Based on the context of the chapter, I am leaning that these are behaviors toward our Christian community and others. Humlity and repentance would lean more toward God. Not sure what to put about the "faithfulness" part. I am sure I will be corrected by others if I am off base, I cant' wait to see what else is posted


----------



## moral necessity (Jan 12, 2012)

InSlaveryToChrist said:


> Does "faithfulness" here mean faith or simply obedience to God's law? Obviously, in many places of the Bible this is the case with the term "faithfulness."
> 
> Also, why is not _humility_/_repentance_ a fruit of the Spirit (at least, according to the text in question)?



a.) If they are not fruits of the Holy Spirit, then they are productions of ourselves, and we are now credited with a degree of righteousness and ability to appropriate Christ.

b.) We must be careful with equating faithfulness and obedience. Obedient people can be people who are not faithful, but faithful people will often be obedient. Faithful means to be full of faith.

c.) humility and repentance are not in the list, because the list is not exhaustive. Repentance (in the broad sense, as the Reformers commonly used it) encompasses the entire renewal of man from the corruption of sin, and would include humility and all the other fruits.

Blessings!


----------



## toddpedlar (Jan 12, 2012)

It's also important to note (beyond the fact that this is not an exhaustive list) that these are not "fruits" but "fruit". The words are descriptive of the singular fruit of the Holy Spirit, not different varieties of fruit...


----------



## jwithnell (Jan 12, 2012)

Someone with a better grasp on the Greek could answer this: does the original contain the idea of being steadfast?


----------



## Peairtach (Jan 12, 2012)

I think our Apostle's list of fruit is what flows fom regeneration and initial and ongoing saving faith and repentance. Regeneration and initial and ongoing saving faith and repentance are assumed as the basis for fruit production.


----------



## InSlaveryToChrist (Jan 12, 2012)

toddpedlar said:


> It's also important to note (beyond the fact that this is not an exhaustive list) that these are not "fruits" but "fruit". The words are descriptive of the singular fruit of the Holy Spirit, not different varieties of fruit...

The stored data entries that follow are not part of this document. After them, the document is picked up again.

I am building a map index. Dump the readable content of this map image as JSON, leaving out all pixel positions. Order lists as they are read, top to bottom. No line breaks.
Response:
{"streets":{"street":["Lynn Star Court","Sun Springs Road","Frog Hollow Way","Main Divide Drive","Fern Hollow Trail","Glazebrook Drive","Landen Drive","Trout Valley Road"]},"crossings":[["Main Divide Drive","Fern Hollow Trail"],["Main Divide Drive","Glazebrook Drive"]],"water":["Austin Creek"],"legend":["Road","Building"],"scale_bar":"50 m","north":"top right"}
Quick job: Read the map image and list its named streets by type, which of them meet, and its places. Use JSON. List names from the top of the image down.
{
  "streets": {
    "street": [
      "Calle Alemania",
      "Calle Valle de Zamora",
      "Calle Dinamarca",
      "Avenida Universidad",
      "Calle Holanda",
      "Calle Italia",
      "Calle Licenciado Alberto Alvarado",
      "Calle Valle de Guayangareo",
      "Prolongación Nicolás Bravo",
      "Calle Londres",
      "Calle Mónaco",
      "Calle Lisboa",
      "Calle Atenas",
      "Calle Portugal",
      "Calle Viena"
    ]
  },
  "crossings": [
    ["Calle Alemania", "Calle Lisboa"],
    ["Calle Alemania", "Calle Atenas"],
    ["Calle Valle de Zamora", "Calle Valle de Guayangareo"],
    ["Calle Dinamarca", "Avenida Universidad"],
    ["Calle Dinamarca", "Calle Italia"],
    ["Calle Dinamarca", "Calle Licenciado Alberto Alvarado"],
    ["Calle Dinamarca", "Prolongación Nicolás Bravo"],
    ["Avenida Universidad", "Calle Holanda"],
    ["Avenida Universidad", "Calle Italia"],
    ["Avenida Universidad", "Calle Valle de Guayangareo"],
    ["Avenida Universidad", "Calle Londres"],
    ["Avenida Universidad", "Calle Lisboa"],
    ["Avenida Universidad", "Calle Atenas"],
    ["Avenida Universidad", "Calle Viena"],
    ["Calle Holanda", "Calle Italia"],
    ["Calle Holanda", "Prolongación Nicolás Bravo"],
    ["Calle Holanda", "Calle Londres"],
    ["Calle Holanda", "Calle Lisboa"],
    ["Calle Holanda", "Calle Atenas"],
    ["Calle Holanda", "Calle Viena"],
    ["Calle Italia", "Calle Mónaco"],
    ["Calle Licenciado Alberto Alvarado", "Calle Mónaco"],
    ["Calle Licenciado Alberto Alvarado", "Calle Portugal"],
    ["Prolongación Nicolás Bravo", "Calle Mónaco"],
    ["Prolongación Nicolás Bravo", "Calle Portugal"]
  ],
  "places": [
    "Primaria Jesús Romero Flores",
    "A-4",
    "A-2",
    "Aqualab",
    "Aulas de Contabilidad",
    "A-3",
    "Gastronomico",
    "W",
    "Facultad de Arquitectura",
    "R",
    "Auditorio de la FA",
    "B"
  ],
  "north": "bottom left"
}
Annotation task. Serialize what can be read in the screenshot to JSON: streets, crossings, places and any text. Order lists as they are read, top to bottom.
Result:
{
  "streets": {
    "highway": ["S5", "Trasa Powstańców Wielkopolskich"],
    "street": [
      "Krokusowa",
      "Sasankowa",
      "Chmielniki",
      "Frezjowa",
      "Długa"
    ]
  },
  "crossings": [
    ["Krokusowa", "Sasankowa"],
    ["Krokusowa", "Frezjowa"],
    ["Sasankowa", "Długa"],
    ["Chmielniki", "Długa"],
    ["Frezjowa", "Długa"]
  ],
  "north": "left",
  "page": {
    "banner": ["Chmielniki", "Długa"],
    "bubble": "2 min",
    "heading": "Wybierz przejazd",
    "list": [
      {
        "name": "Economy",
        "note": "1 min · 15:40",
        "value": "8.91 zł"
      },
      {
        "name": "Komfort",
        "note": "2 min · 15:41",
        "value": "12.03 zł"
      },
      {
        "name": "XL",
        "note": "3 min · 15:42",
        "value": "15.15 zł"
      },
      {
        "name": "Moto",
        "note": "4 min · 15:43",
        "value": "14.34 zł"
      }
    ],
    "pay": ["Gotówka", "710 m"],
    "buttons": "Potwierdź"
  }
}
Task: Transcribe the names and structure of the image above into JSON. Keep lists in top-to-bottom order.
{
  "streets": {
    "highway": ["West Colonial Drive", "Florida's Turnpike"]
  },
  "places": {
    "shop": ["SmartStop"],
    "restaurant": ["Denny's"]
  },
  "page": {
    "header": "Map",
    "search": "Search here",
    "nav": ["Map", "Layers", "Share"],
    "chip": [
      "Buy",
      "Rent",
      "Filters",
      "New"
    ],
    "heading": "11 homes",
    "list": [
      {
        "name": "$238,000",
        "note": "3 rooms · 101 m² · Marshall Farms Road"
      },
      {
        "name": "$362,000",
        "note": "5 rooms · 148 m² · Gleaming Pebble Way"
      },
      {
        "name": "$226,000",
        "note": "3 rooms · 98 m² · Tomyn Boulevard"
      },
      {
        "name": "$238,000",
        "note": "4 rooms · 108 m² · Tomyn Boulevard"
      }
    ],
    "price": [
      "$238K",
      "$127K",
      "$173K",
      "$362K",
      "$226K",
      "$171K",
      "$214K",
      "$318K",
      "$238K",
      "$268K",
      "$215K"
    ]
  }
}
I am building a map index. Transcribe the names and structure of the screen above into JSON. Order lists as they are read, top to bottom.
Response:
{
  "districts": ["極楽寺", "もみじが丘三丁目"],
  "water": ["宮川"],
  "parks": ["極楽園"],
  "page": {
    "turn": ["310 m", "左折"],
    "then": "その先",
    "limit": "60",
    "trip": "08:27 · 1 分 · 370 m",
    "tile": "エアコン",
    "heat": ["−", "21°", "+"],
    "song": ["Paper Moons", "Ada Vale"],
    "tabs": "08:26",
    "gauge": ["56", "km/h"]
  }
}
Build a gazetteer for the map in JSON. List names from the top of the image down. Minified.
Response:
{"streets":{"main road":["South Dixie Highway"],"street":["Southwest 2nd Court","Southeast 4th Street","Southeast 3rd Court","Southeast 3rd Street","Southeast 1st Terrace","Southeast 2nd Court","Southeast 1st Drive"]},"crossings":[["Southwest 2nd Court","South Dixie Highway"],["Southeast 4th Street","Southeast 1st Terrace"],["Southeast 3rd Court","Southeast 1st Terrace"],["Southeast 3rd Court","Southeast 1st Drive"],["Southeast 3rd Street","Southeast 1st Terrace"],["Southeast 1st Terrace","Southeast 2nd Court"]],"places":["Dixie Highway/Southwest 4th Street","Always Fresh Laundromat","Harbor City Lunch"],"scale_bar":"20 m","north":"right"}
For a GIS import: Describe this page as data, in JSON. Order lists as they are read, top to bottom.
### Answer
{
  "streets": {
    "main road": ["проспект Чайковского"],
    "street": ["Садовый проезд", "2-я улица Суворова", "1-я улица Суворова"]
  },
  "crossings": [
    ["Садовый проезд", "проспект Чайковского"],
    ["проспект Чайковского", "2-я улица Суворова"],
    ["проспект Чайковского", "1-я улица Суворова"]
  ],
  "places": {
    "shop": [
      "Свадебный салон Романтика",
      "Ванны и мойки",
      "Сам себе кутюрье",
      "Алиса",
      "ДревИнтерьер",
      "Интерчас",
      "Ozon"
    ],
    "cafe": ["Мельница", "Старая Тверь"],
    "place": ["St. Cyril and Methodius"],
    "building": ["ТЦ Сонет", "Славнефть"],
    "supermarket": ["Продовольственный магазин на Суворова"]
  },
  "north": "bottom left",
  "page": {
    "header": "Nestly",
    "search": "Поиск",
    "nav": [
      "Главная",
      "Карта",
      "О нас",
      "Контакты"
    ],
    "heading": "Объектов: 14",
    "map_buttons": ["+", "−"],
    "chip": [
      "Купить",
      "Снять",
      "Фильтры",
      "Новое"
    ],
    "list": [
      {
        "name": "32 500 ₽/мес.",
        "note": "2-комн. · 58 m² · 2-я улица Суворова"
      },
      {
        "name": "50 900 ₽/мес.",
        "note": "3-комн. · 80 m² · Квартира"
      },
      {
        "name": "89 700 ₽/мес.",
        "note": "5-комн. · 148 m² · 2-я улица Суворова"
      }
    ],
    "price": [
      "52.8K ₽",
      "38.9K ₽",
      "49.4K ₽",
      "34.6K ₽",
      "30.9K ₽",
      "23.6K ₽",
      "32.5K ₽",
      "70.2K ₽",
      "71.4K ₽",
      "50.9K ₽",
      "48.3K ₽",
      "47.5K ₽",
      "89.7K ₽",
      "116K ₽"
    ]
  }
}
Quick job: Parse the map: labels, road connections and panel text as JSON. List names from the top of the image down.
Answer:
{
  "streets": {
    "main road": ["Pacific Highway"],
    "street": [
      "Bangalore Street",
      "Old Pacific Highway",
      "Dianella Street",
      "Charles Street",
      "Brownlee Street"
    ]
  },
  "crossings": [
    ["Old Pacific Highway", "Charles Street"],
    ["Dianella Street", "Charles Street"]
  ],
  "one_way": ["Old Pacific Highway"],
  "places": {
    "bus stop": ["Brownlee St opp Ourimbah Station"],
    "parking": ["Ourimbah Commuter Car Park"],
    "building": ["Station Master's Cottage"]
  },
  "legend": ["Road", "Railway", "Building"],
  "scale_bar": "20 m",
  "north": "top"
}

That's an excellent point! Thanks for pointing out!

---------- Post added at 10:43 AM ---------- Previous post was at 10:41 AM ----------




moral necessity said:


> Repentance (in the broad sense, as the Reformers commonly used it) encompasses the entire renewal of man from the corruption of sin, and would include humility and all the other fruits.



Good point!


----------



## Jack K (Jan 12, 2012)

jwithnell said:


> Someone with a better grasp on the Greek could answer this: does the original contain the idea of being steadfast?



This was my question. I've always assumed it was about being steadfast. Looking it up just now, I see the word here (pistis) has the same root as the word used elsewhere in Galatians and other parts of the Bible to mean saving faith. But saving faith doesn't seem to fit the context here, and I've heard that this word can have a broad range of meaning. We do need someone who knows their Greek to weigh in.


----------